OVERFLOW is an overset, structured computational fluid dynamics (CFD) code written in Fortran which is widely used in the government, industry, and academia. 

Over the last several years the OVERFLOW developers have been working to port miniapps based on computationally expensive parts of OVERFLOW to run on GPUs, primarily using OpenACC. This effort started at our first hackathon in 2019 and since then the OVERFLOW team has attended two additional hackathons (virtually). These hackathon environments have provided a great place to collaborate with others and learn from experts. These learning experiences enabled porting two miniapps to run effectively on NVIDIA GPUs using OpenACC. 
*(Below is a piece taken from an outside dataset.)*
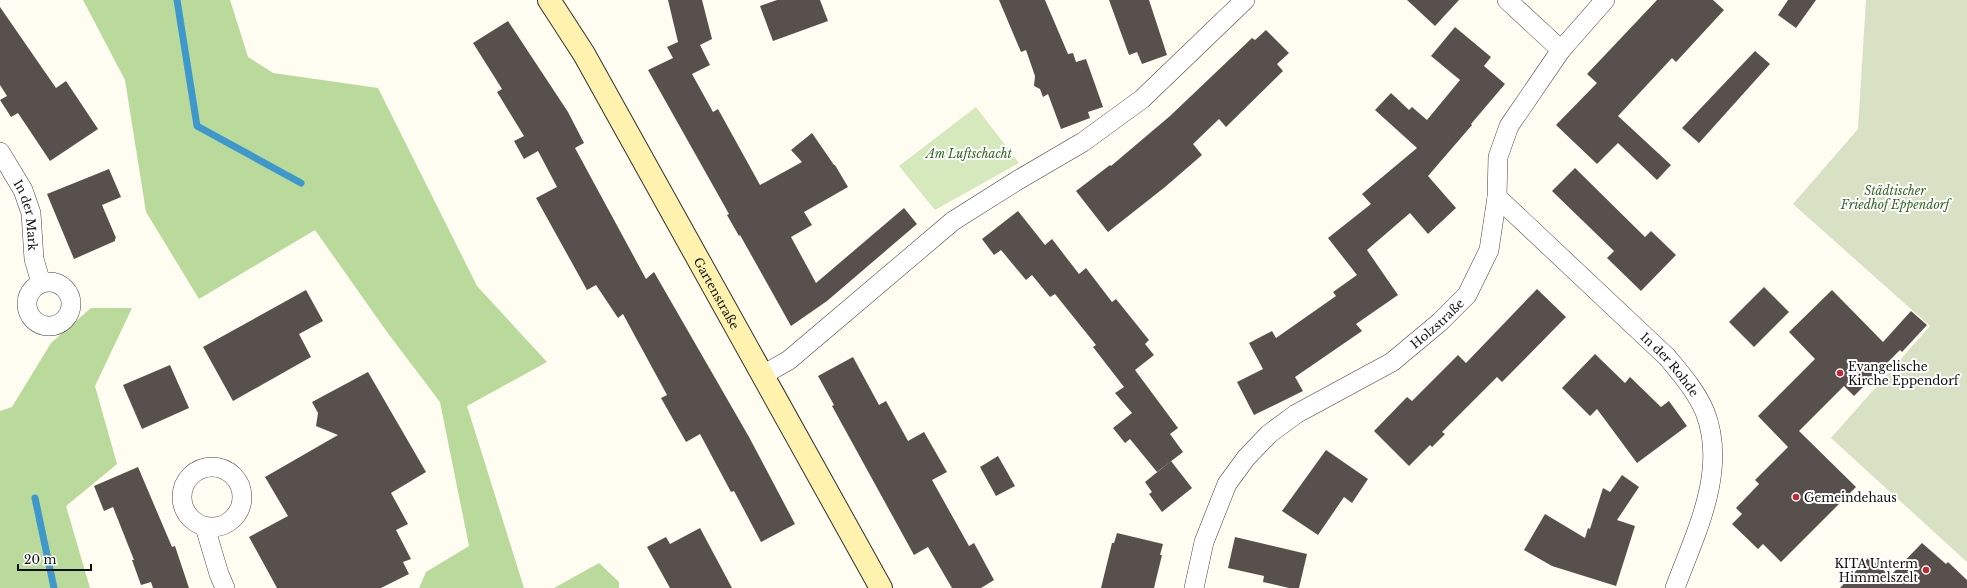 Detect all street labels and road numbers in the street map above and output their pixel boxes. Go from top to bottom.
street label: In der Mark [11,177,41,252]
street label: Gartenstraße [691,255,743,332]
street label: Holzstraße [1407,295,1467,351]
street label: In der Rohde [1638,329,1703,399]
The first miniapp focused on motifs found in the solver itself and the final ported version runs three times fast on a single V100 compared to a 40 core, dual-socket Intel Skylake node. The speed up in this solver miniapp required multiple design changes including increasing the amount of parallelism available and the amount of work performed in each kernel. The second miniapp focused on overset MPI communication, also saw significant speedups over the CPU implementation using a CUDA-aware MPI implementation through OpenACC. 

This presentation will discuss our experience at the hackathons, our process of porting the miniapps to run on the GPUs, and several lessons learned throughout.